Using Python-2.7.1, I know, I can't modify defaultencoding at run time.

You're not supposed to. It must remain 'ascii'. Otherwise, you will break dict lookups among other things. Can you be specific about why you think you want to change this? What are you trying to achieve? It looks like you are conflating a variety of different behaviors below.

Python even ignores
export PYTHONIOENCODING=ISO8859-1

locale.getdefaultlocale()[1]
returns
'ISO8859-1'

This does not introspect the same thing as sys.getdefaultencoding().

still sys.stdout is using the ascii codec.

This reflects your terminal settings, not sys.getdefaultencoding(). I'm not sure why the PYTHONIOENCODING variable isn't affecting that.
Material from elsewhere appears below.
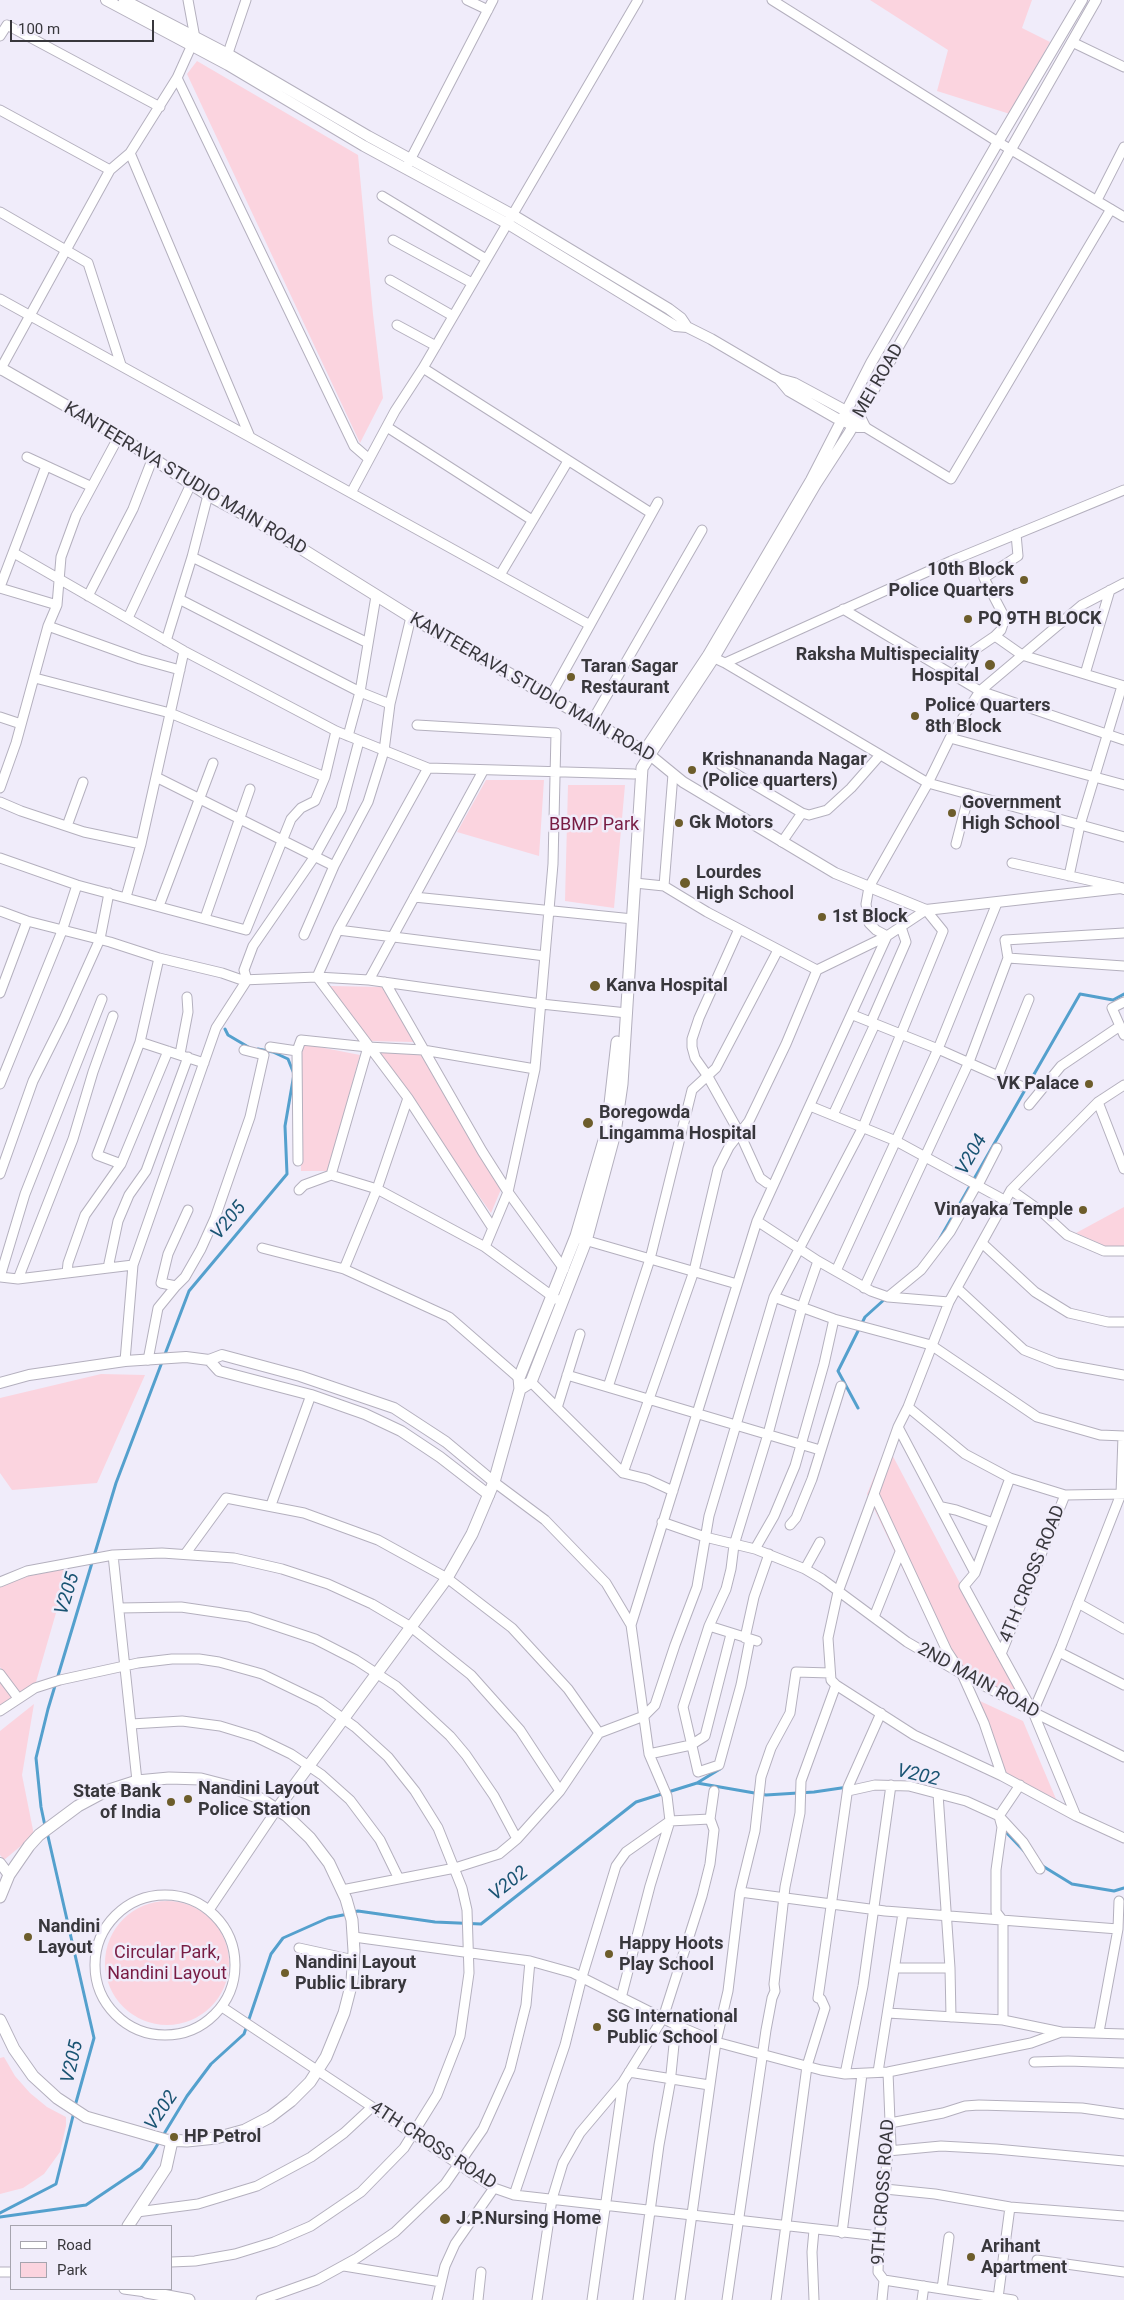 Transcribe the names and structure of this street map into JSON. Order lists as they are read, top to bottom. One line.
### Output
{"streets":{"main road":["KANTEERAVA STUDIO MAIN ROAD"],"street":["MEI ROAD","4TH CROSS ROAD","2ND MAIN ROAD","9TH CROSS ROAD"]},"crossings":[["MEI ROAD","KANTEERAVA STUDIO MAIN ROAD"],["4TH CROSS ROAD","9TH CROSS ROAD"]],"water":["V204","V205","V202"],"parks":["BBMP Park","Circular Park, Nandini Layout"],"places":["10th Block Police Quarters","PQ 9TH BLOCK","Raksha Multispeciality Hospital","Taran Sagar Restaurant","Police Quarters 8th Block","Krishnananda Nagar (Police quarters)","Government High School","Gk Motors","Lourdes High School","1st Block","Kanva Hospital","VK Palace","Boregowda Lingamma Hospital","Vinayaka Temple","Nandini Layout Police Station","State Bank of India","Nandini Layout","Happy Hoots Play School","Nandini Layout Public Library","SG International Public School","HP Petrol","J.P.Nursing Home","Arihant Apartment"],"legend":["Road","Park"],"scale_bar":"100 m"}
It works fine for me.

How can I recompile Python (itself) to change this to iso8859-1 ?
(My favourite editor cannot be told to use unicode.)

You wouldn't want to change sys.getdefaultencoding() for this. That parameter affects how str and unicode objects are converted between each other without an explicit .encode()/.decode() call, not what encoding Python assumes for the parsing of the code.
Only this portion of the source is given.